*WORK ITEM*: Images stay out; everything else in the records is to be set down exactly.

-- -- --

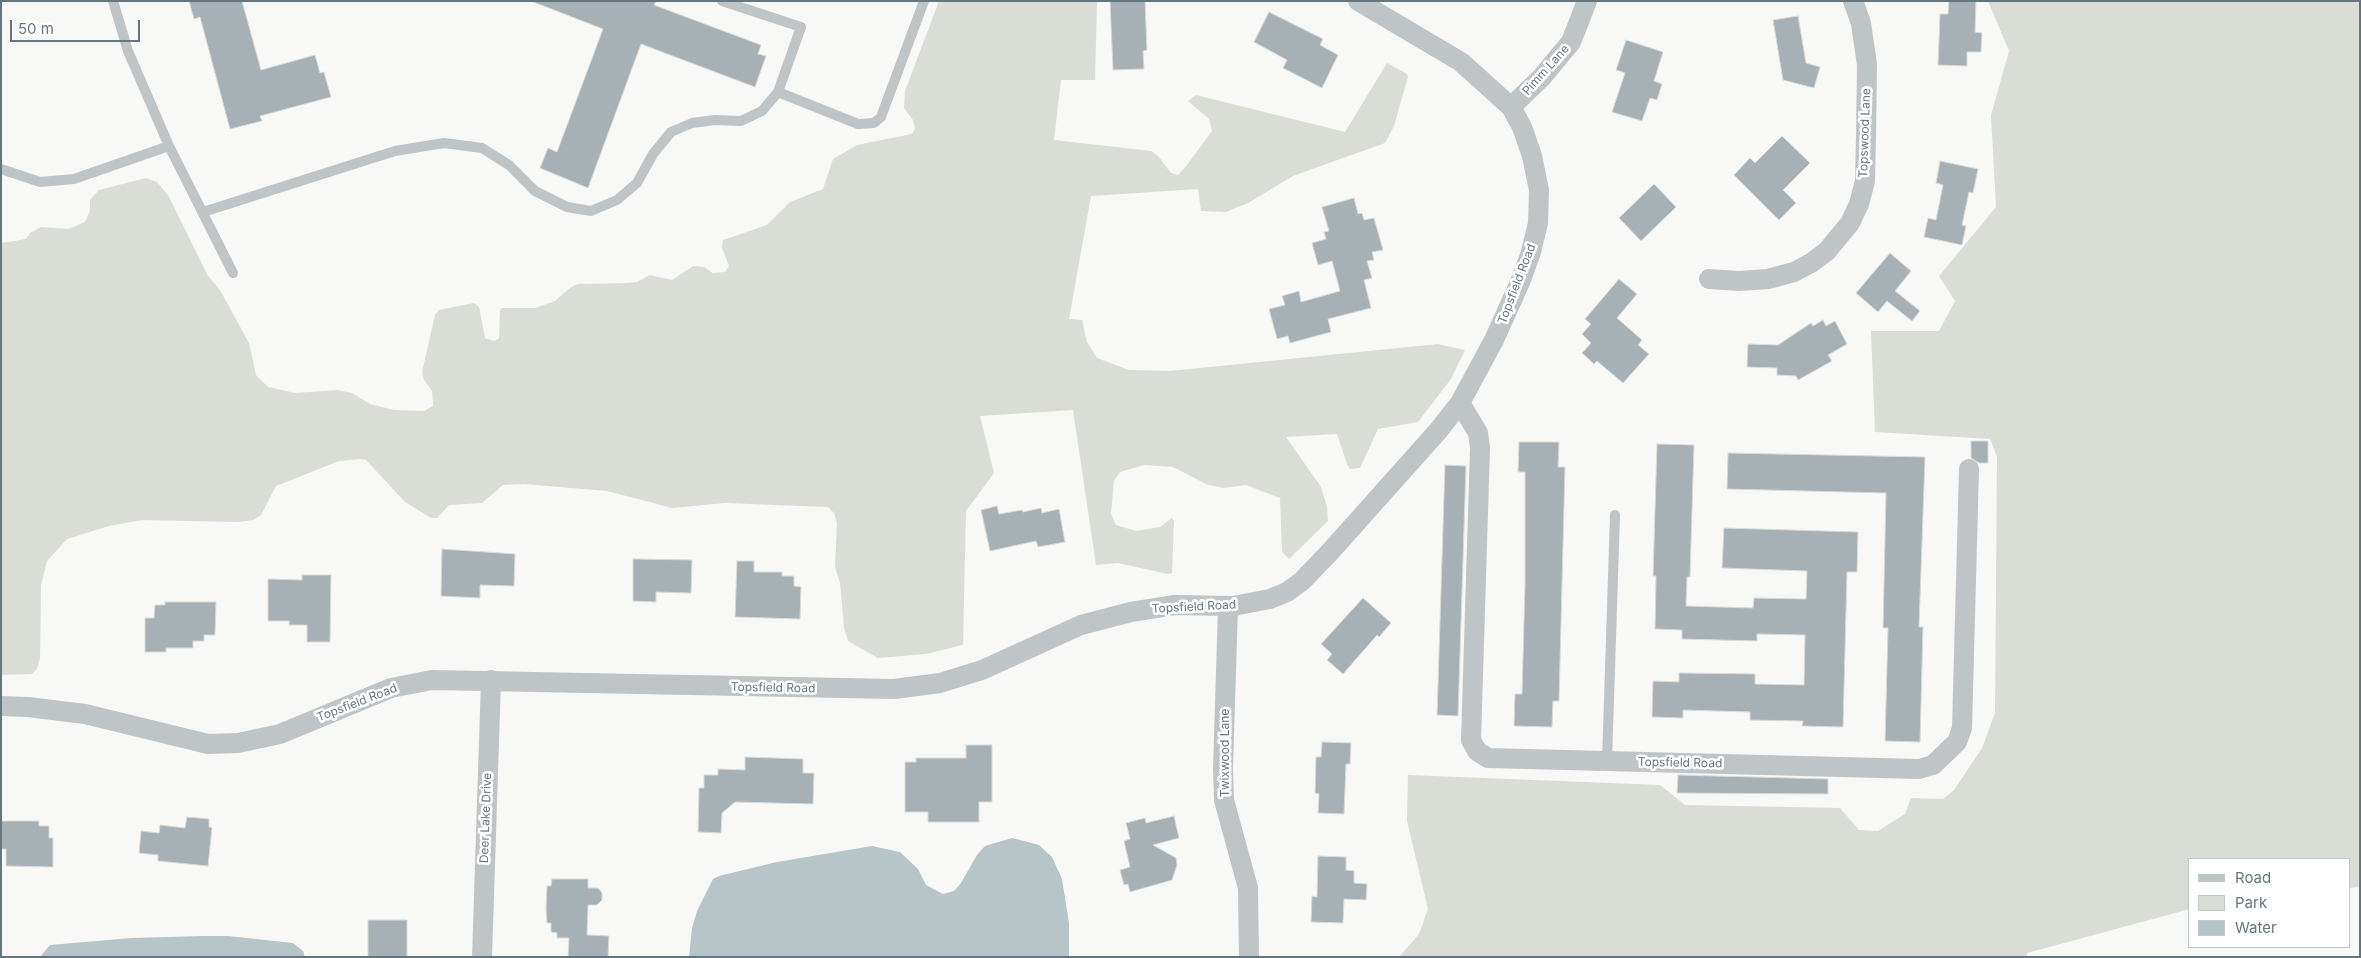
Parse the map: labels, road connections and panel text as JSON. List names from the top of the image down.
{
  "streets": {
    "street": [
      "Pimm Lane",
      "Topswood Lane",
      "Topsfield Road",
      "Twixwood Lane",
      "Deer Lake Drive"
    ]
  },
  "crossings": [
    ["Pimm Lane", "Topsfield Road"],
    ["Topsfield Road", "Twixwood Lane"],
    ["Topsfield Road", "Deer Lake Drive"]
  ],
  "legend": ["Road", "Park", "Water"],
  "scale_bar": "50 m"
}
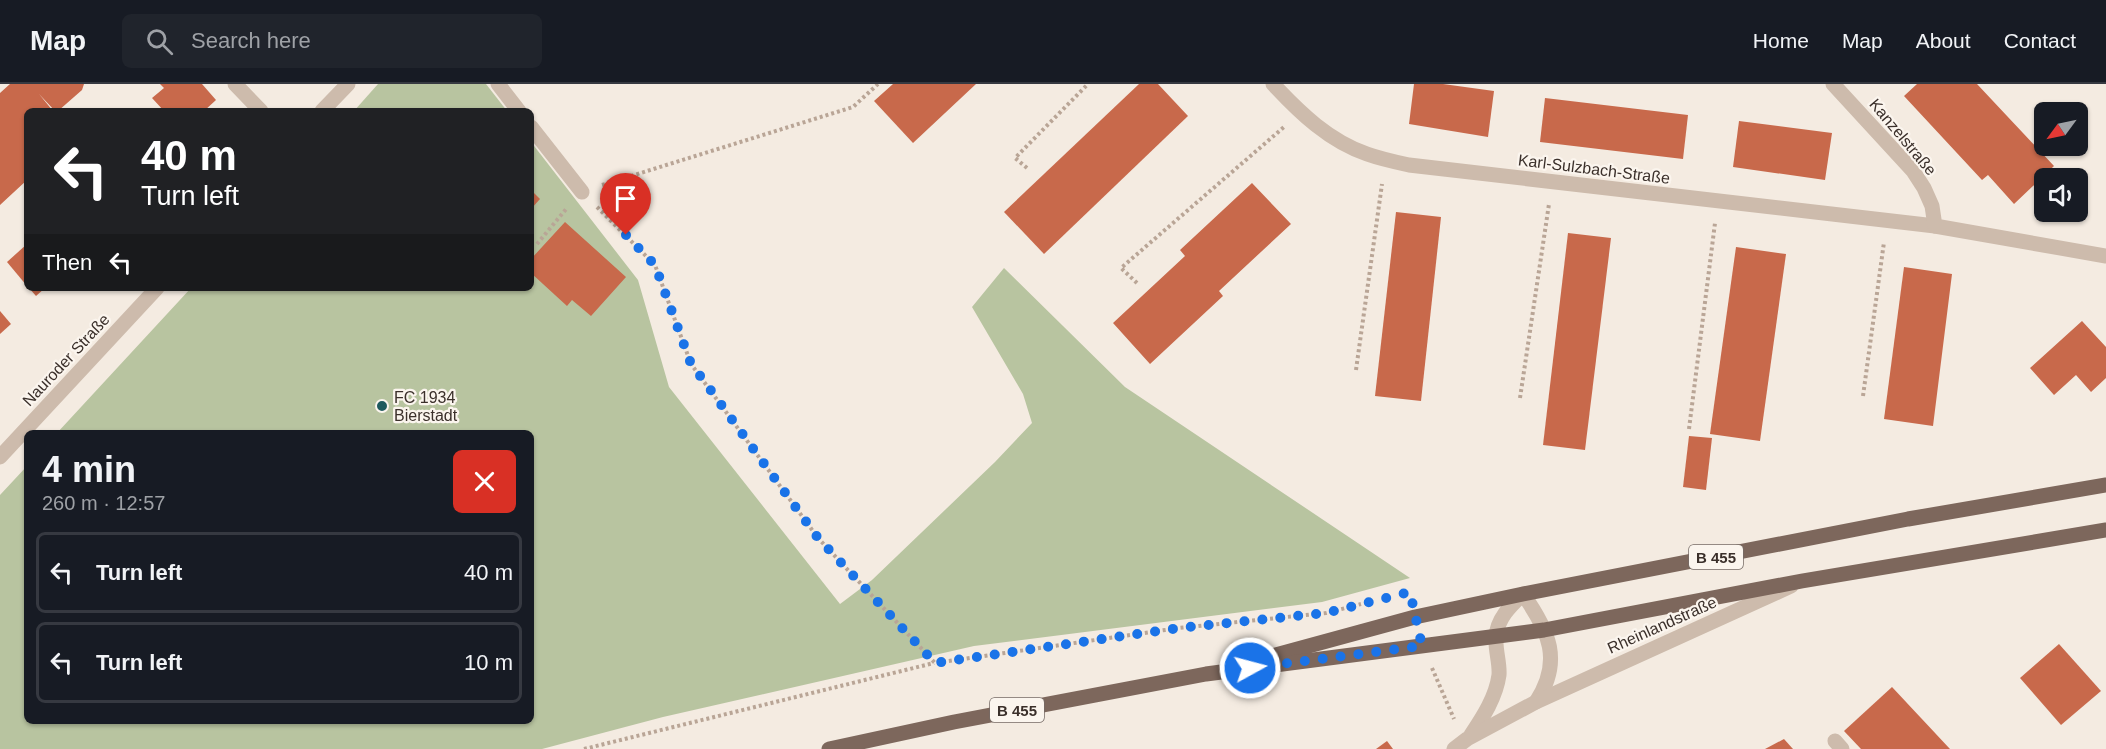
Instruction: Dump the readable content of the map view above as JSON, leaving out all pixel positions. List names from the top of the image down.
{
  "streets": {
    "main road": ["B 455"],
    "street": [
      "Kanzelstraße",
      "Karl-Sulzbach-Straße",
      "Nauroder Straße",
      "Rheinlandstraße"
    ]
  },
  "crossings": [
    ["Kanzelstraße", "Karl-Sulzbach-Straße"],
    ["B 455", "Rheinlandstraße"]
  ],
  "places": ["FC 1934 Bierstadt"],
  "north": "bottom left",
  "page": {
    "header": "Map",
    "search": "Search here",
    "nav": [
      "Home",
      "Map",
      "About",
      "Contact"
    ],
    "turn": ["40 m", "Turn left"],
    "then": "Then",
    "heading": ["4 min", "260 m · 12:57"],
    "list": [
      {
        "name": "Turn left",
        "value": "40 m"
      },
      {
        "name": "Turn left",
        "value": "10 m"
      }
    ]
  }
}
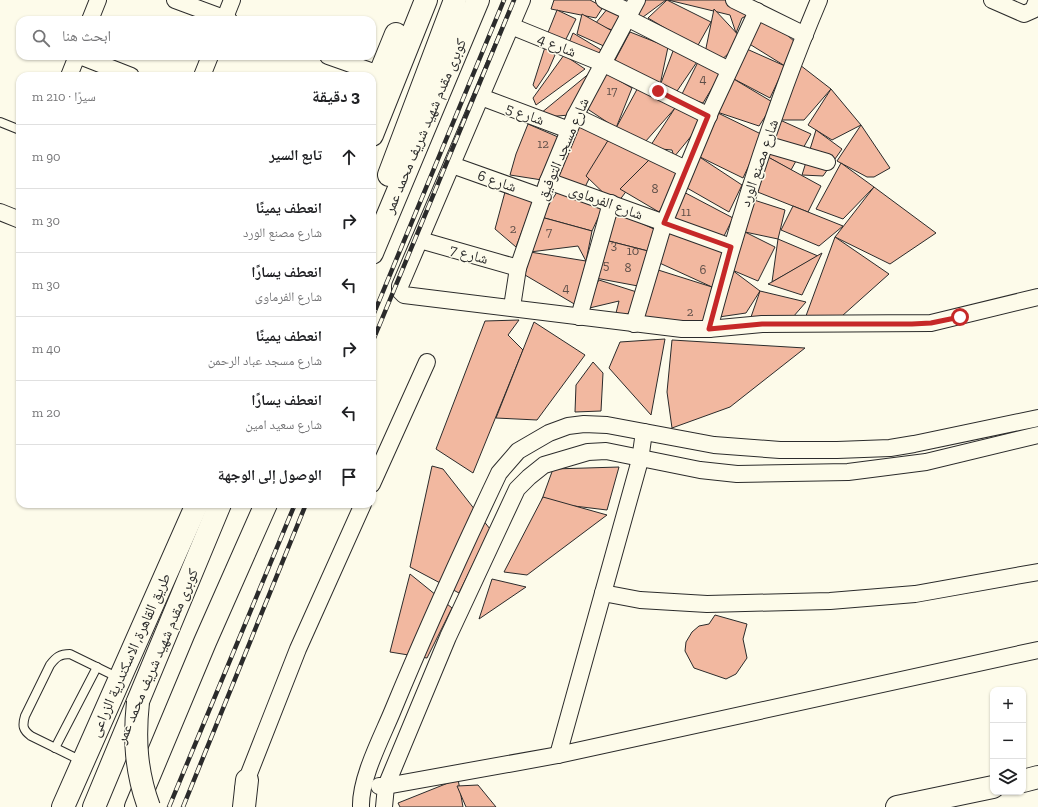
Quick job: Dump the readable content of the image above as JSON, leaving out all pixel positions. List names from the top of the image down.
{
  "streets": {
    "main road": ["كوبرى مقدم شهيد شريف محمد عمر", "طريق القاهرة, الاسكندرية الزراعى"],
    "street": [
      "شارع 4",
      "شارع 5",
      "شارع مسجد التوفيق",
      "شارع مصنع الورد",
      "شارع 6",
      "شارع الفرماوى",
      "شارع 7"
    ]
  },
  "crossings": [
    ["شارع 4", "شارع مسجد التوفيق"],
    ["شارع 5", "شارع مسجد التوفيق"],
    ["شارع مسجد التوفيق", "شارع 6"],
    ["شارع مسجد التوفيق", "شارع الفرماوى"],
    ["شارع مسجد التوفيق", "شارع 7"],
    ["شارع مصنع الورد", "شارع الفرماوى"]
  ],
  "house_numbers": [
    "4",
    "17",
    "12",
    "8",
    "11",
    "2",
    "7",
    "3",
    "10",
    "5",
    "8",
    "6",
    "4",
    "2"
  ],
  "page": {
    "search": "ابحث هنا",
    "heading": ["3 دقيقة", "سيرًا · 210 m"],
    "list": [
      ["تابع السير", "90 m"],
      ["انعطف يمينًا", "شارع مصنع الورد", "30 m"],
      ["انعطف يسارًا", "شارع الفرماوى", "30 m"],
      ["انعطف يمينًا", "شارع مسجد عباد الرحمن", "40 m"],
      ["انعطف يسارًا", "شارع سعيد امين", "20 m"],
      "الوصول إلى الوجهة"
    ],
    "map_buttons": ["+", "−"]
  }
}
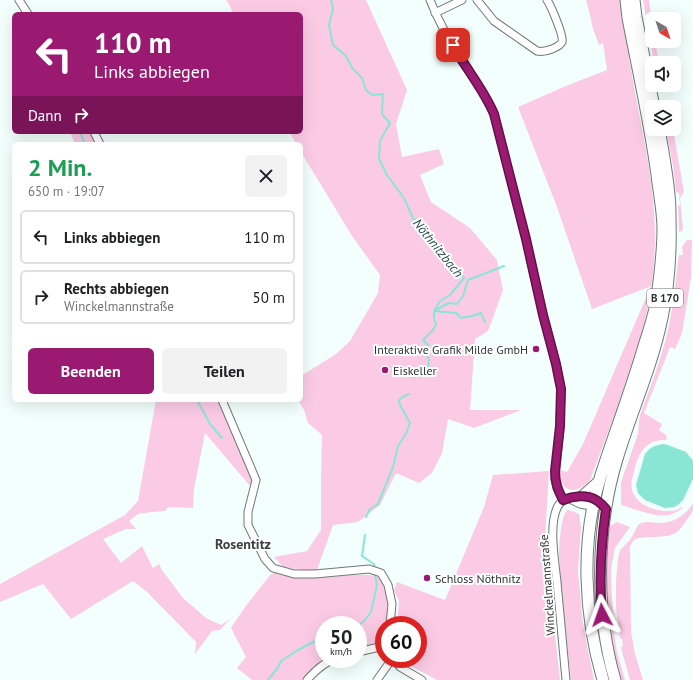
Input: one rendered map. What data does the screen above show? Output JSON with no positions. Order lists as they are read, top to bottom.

-- -- --

*RESPONSE TO THE TASK*:
Parse the map: labels, road connections and panel text as JSON. List names from the top of the image down.
{
  "streets": {
    "street": [
      "Pimm Lane",
      "Topswood Lane",
      "Topsfield Road",
      "Twixwood Lane",
      "Deer Lake Drive"
    ]
  },
  "crossings": [
    ["Pimm Lane", "Topsfield Road"],
    ["Topsfield Road", "Twixwood Lane"],
    ["Topsfield Road", "Deer Lake Drive"]
  ],
  "legend": ["Road", "Park", "Water"],
  "scale_bar": "50 m"
}
Instruction: Dump the readable content of the map view above as JSON, leaving out all pixel positions. List names from the top of the image down.
{
  "streets": {
    "main road": ["B 455"],
    "street": [
      "Kanzelstraße",
      "Karl-Sulzbach-Straße",
      "Nauroder Straße",
      "Rheinlandstraße"
    ]
  },
  "crossings": [
    ["Kanzelstraße", "Karl-Sulzbach-Straße"],
    ["B 455", "Rheinlandstraße"]
  ],
  "places": ["FC 1934 Bierstadt"],
  "north": "bottom left",
  "page": {
    "header": "Map",
    "search": "Search here",
    "nav": [
      "Home",
      "Map",
      "About",
      "Contact"
    ],
    "turn": ["40 m", "Turn left"],
    "then": "Then",
    "heading": ["4 min", "260 m · 12:57"],
    "list": [
      {
        "name": "Turn left",
        "value": "40 m"
      },
      {
        "name": "Turn left",
        "value": "10 m"
      }
    ]
  }
}
Quick job: Dump the readable content of the image above as JSON, leaving out all pixel positions. List names from the top of the image down.
{
  "streets": {
    "main road": ["كوبرى مقدم شهيد شريف محمد عمر", "طريق القاهرة, الاسكندرية الزراعى"],
    "street": [
      "شارع 4",
      "شارع 5",
      "شارع مسجد التوفيق",
      "شارع مصنع الورد",
      "شارع 6",
      "شارع الفرماوى",
      "شارع 7"
    ]
  },
  "crossings": [
    ["شارع 4", "شارع مسجد التوفيق"],
    ["شارع 5", "شارع مسجد التوفيق"],
    ["شارع مسجد التوفيق", "شارع 6"],
    ["شارع مسجد التوفيق", "شارع الفرماوى"],
    ["شارع مسجد التوفيق", "شارع 7"],
    ["شارع مصنع الورد", "شارع الفرماوى"]
  ],
  "house_numbers": [
    "4",
    "17",
    "12",
    "8",
    "11",
    "2",
    "7",
    "3",
    "10",
    "5",
    "8",
    "6",
    "4",
    "2"
  ],
  "page": {
    "search": "ابحث هنا",
    "heading": ["3 دقيقة", "سيرًا · 210 m"],
    "list": [
      ["تابع السير", "90 m"],
      ["انعطف يمينًا", "شارع مصنع الورد", "30 m"],
      ["انعطف يسارًا", "شارع الفرماوى", "30 m"],
      ["انعطف يمينًا", "شارع مسجد عباد الرحمن", "40 m"],
      ["انعطف يسارًا", "شارع سعيد امين", "20 m"],
      "الوصول إلى الوجهة"
    ],
    "map_buttons": ["+", "−"]
  }
}
Input: one rendered map. What data does the screen above show? Output JSON with no positions. Order lists as they are read, top to bottom.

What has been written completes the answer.